Ik ben de lange weg aan het gaan. Laatst moest ik mijn tussentijdse evaluatie invullen. Allemaal kolommetjes waar ik prestaties in moest proppen. Er zijn niet zo veel prestaties meer van het laatste half jaar, terwijl ik in mijn vorige evaluatie de tweede beste was van allemaal. Dus schreef ik een brief aan de baas. Waar ik een half jaar geleden stond. Over de frustratie van die kolommetjes vol prestaties willen proppen, maar voelen dat het niet kan. Dat een dag nog steeds zwaar is, dat ik zo veel vergeet, dat het overzicht vaak ver zoek is, dat de ene dag beter gaat dan de andere, dat ik mijn auto vaak aan de kant moet zetten omdat ik mijn benen niet vertrouw. Over de schaamte en de schuld omdat het niet gaat zoals ik zou willen en zoals het zou moeten. Maar ook over de hoop en het geloof. Dat ik keuzes maak en dingen ontwikkel waardoor ik die kolommetjes weer ga vullen. Niet zo uitbundig als ooit, maar wel op een manier die duurzaam is. Dat schrijf ik. Ik stuur mijn kolommetjes en de brief per mail en heb dezelfde avond al spijt omdat het kwetsbaar is en ik me een zeur voel die altijd wel een reden heeft om te zeuren. Een mankepootje dat meehinkt met de grote jongens.

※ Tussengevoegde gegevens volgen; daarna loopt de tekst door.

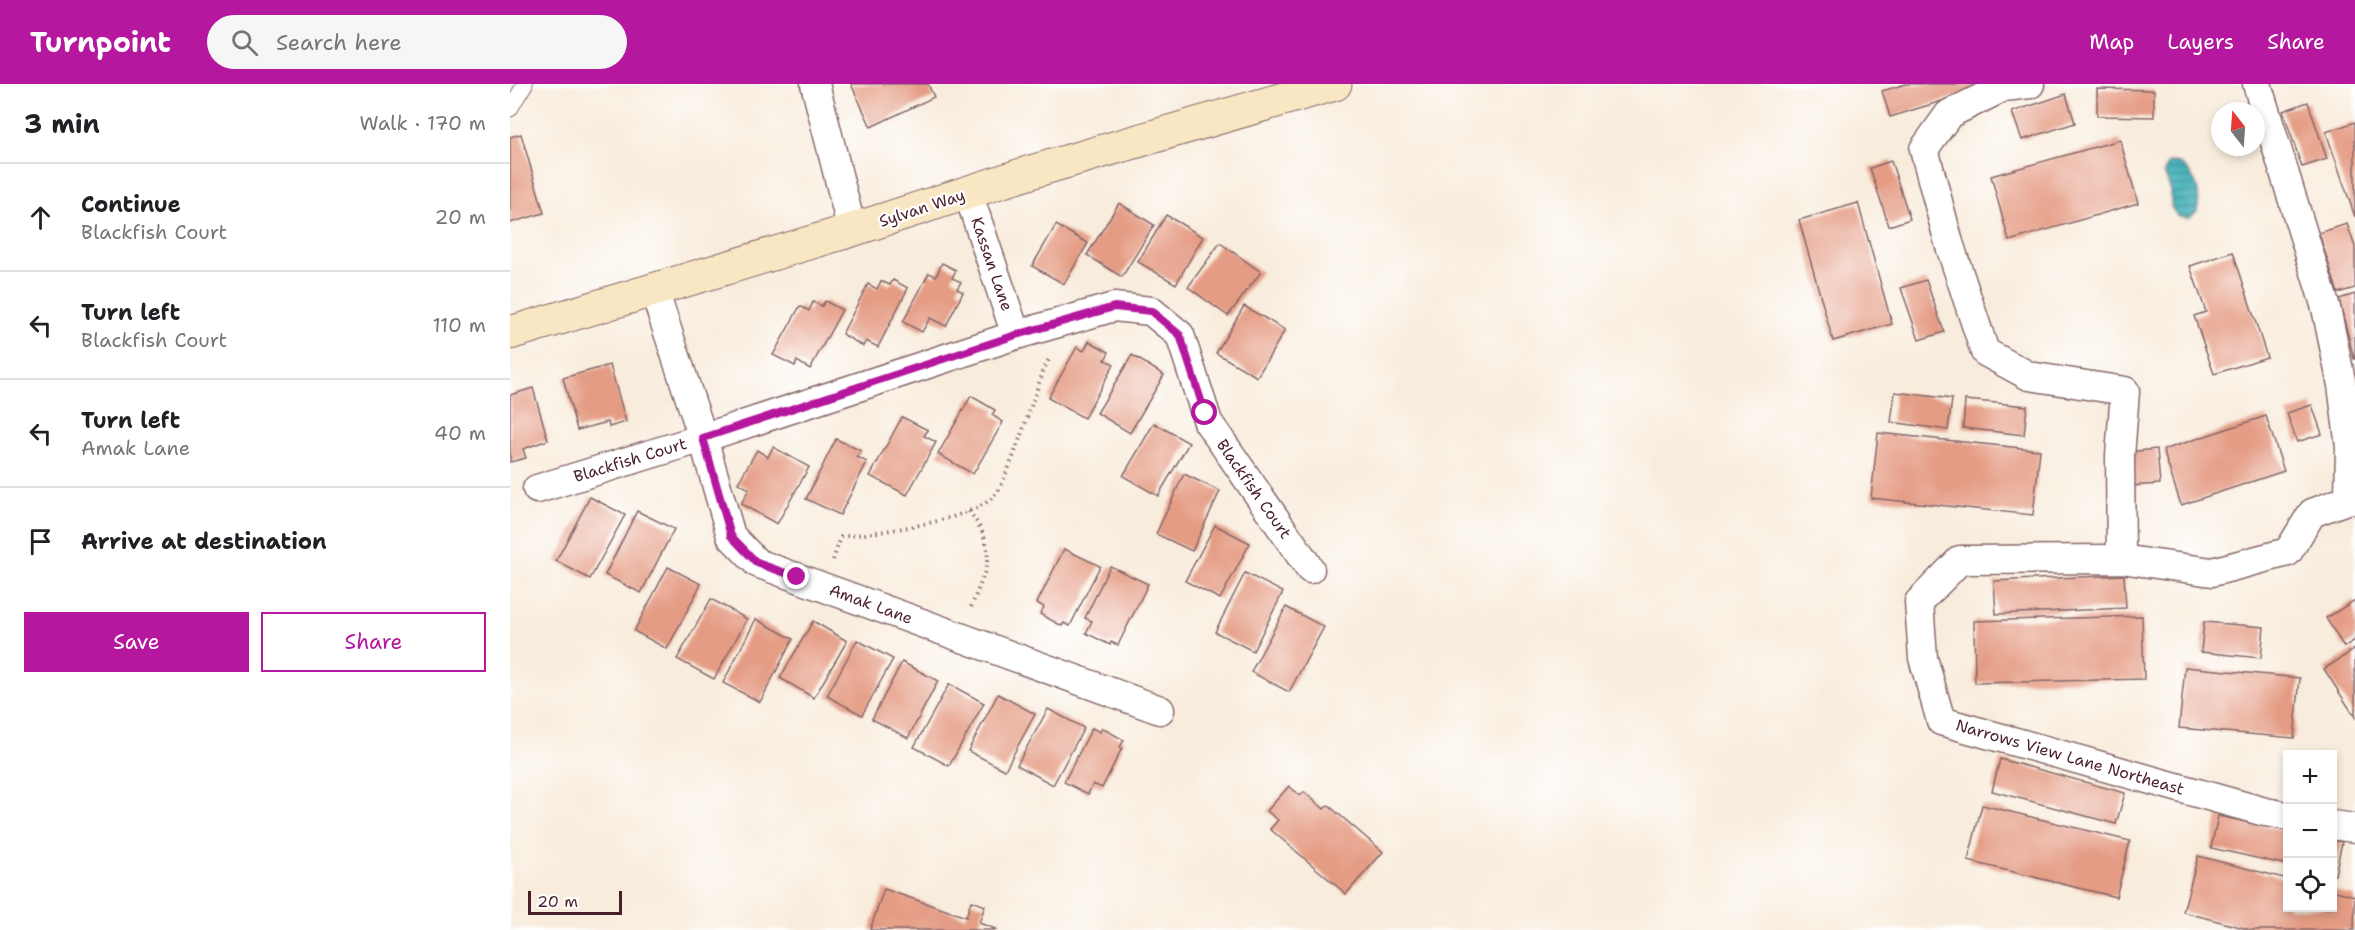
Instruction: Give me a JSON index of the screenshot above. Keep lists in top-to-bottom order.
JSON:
{
  "streets": {
    "main road": ["Sylvan Way"],
    "street": [
      "Kassan Lane",
      "Blackfish Court",
      "Amak Lane",
      "Narrows View Lane Northeast"
    ]
  },
  "crossings": [
    ["Sylvan Way", "Kassan Lane"],
    ["Sylvan Way", "Amak Lane"],
    ["Kassan Lane", "Blackfish Court"],
    ["Blackfish Court", "Amak Lane"]
  ],
  "scale_bar": "20 m",
  "north": "top",
  "page": {
    "header": "Turnpoint",
    "search": "Search here",
    "nav": ["Map", "Layers", "Share"],
    "heading": ["3 min", "Walk · 170 m"],
    "list": [
      ["Continue", "Blackfish Court", "20 m"],
      ["Turn left", "Blackfish Court", "110 m"],
      ["Turn left", "Amak Lane", "40 m"],
      "Arrive at destination"
    ],
    "buttons": ["Save", "Share"],
    "map_buttons": ["+", "−"],
    "scale": "20 m"
  }
}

De man en ik werken thuis en we praten even bij een kop koffie en ik vertel het hem. Dat er veel veranderd is en dat dat goed is. Maar dat het niet leuk is om minder te kunnen dan vroeger, om minder te zijn, om minder te verdienen. Jippie jee, wat een levenskwaliteit heb ik gewonnen door ontdekt te hebben hoe leuk het is om een gezin te hebben, meer te leven dan te werken en beter voor mezelf te zorgen (lees: elke avond om 22u naar bed). Maar tegelijkertijd: wat heb ik er aan op de lange termijn? Weinig flitsende perspectieven. En ik, ik heb nog steeds een zwak voor flitsende perspectieven. Toegeven dat dit het misschien wel is, elke dag ploeteren, je best doen, balanceren, buigen voor de grenzen waar je vroeger zingend overheen ging. Weinig glorieus. Het is een fucking klein leven geworden. Misschien wordt het nooit meer dan dit. Nooit die goed draaiende eigen praktijk. Nooit die drie boeken op mijn naam. Nooit dat doctoraat afgewerkt. Nooit het derde kind. Alleen maar dit fucking kleine leven.
Een fucking klein leven waar de vriendin in puin haar neus voor ophaalde. Maar wat ik haar met zo veel liefde ook toewens. En allez vooruit. Mezelf ook.